The other decision to make in digital recording is how many bits to use?   Typically we use 8 or 16 bits to measure the volume.  8 bits means the volume is between -128 and 127.  16 bits means we set the range between -32768 and 32768.    What's important here is the delta between dead silence at zero and the upper range, the greater the number of bits the greated the nuances are in the playback.   This is very similar to the "jaggies" you get with screen resolutions.   Large blocky pixels are similar to the 8 bit world, and smaller refined pixels to the 16 bit world.  How good the picture looks depends on how good your ears are.  

A WAV file is a style of recording digitized voice that offers a variety of internal compression techniques.  This format is typically used for very short sound playback as the uncompressed formats can be loaded into memory and transferred with very little CPU consumption.

However, WAV files aren't typically used for music because to get good quality you need higher sampling rates and musical scores are two to three minutes.  Let's say you're recording in stero at 44KHz in 16 bits for two minutes.  Disregrading the file overhead, the data length would be 2 channels times 16 bits times 44,100 samples per second times 120 seconds = ~162 Mb of data.  So, for musical reproductions you needs lots of compression or a different way to store the data.

The Musical Instrument Digital Interface (MIDI)  is a set of instructions (similar to a muscial score) that controls a set of 'instruments' on the sound driver.   The MIDI protocol is an entire music description language in binary form. Each word describing an action of musical performance is assigned a specific binary code. MIDI was designed for keyboards, so many of the actions are percussion oriented.

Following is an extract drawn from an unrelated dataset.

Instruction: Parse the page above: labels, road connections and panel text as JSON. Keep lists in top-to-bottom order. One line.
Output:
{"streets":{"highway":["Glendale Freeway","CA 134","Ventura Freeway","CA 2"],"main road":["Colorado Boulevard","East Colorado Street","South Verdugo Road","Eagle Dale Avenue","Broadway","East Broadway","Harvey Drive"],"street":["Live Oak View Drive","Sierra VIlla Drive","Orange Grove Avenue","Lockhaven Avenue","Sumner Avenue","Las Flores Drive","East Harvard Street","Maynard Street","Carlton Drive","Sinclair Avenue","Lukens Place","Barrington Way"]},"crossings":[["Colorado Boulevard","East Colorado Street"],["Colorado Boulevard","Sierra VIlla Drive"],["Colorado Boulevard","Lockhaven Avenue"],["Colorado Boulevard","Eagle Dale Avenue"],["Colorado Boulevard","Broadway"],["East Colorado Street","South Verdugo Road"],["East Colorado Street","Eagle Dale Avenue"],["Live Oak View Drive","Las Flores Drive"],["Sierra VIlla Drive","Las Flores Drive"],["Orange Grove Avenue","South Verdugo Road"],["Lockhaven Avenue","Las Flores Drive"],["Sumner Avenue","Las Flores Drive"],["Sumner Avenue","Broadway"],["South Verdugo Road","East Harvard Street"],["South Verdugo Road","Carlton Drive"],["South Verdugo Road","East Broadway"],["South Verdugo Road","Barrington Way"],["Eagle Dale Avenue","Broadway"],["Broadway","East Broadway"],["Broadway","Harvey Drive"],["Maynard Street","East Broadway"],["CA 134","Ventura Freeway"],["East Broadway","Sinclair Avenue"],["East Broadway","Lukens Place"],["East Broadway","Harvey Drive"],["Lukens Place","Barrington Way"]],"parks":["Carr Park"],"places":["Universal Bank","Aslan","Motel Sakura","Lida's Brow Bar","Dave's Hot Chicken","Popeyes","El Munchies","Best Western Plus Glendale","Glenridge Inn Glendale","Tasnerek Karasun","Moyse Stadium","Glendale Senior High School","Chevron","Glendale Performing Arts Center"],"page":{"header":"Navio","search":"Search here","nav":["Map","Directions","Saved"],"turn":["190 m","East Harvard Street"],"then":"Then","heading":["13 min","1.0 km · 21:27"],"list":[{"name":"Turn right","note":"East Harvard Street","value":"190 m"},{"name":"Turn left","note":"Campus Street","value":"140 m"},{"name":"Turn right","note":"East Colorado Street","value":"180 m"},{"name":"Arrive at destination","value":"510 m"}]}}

To sound a note in MIDI language you send a "Note On" message, and then assign that note a "velocity", which determines how loud it plays. Other MIDI messages include selecting which instrument to play, mixing and panning sounds, and controlling various aspects of electronic musical instruments.  The MIDI file format is slightly different than the protocol and includes time-stamping to have the playback in the proper sequence. 

MIDI is the primary source of music in many popular PC games and CD-ROM entertainment titles, and thousands of MIDI files are available on the Internet for recreational use. Just about every personal computer is now equipped to play Standard MIDI files.

One reason for the popularity of MIDI files is that, unlike digital audio files (.wav, .aiff, etc.) or even compact discs or cassettes, a MIDI file does not need to capture and store actual sounds. Instead, the MIDI file can be just a list of events which describe the specific steps that a soundcard or other playback device must take to generate ceratin sounds. This way, MIDI files are very much smaller than digital audio files, and the events are also editable, allowing the music to be rearranged, edited, even composed interactively, if desired.

What MIDI lacks however is control over the instrumentation in the playback.  It's like writing music rather than record it, you don't know how the band will play it back.   Recently, the MIDI standard has introduce the Downloadable Sounds format.  This allows MIDI files to contain standardized samples of musical instruments, sound effects, or even dialogue, which are used to recreate an exact copy of the sound intended by the composer. MIDI files with DLS are the ideal solution for composers of all kinds who want the predictable playback of digital audio, but also need the compactness and/or interactivity of Standard MIDI Files for delivering their music.

The Digital Sound and Music Interface (DSMI) standard was never particularly popular because when it was introduced it required a lot of CPU horsepower to recreate the sound.  Even though today's PC can easily handle the requirements, it is still considered a "fringe" effort.  This technique digitally records the instruments as with the Downloadable Sounds format.  Then, the sounds are sliced, diced, and sequenced, to produce music.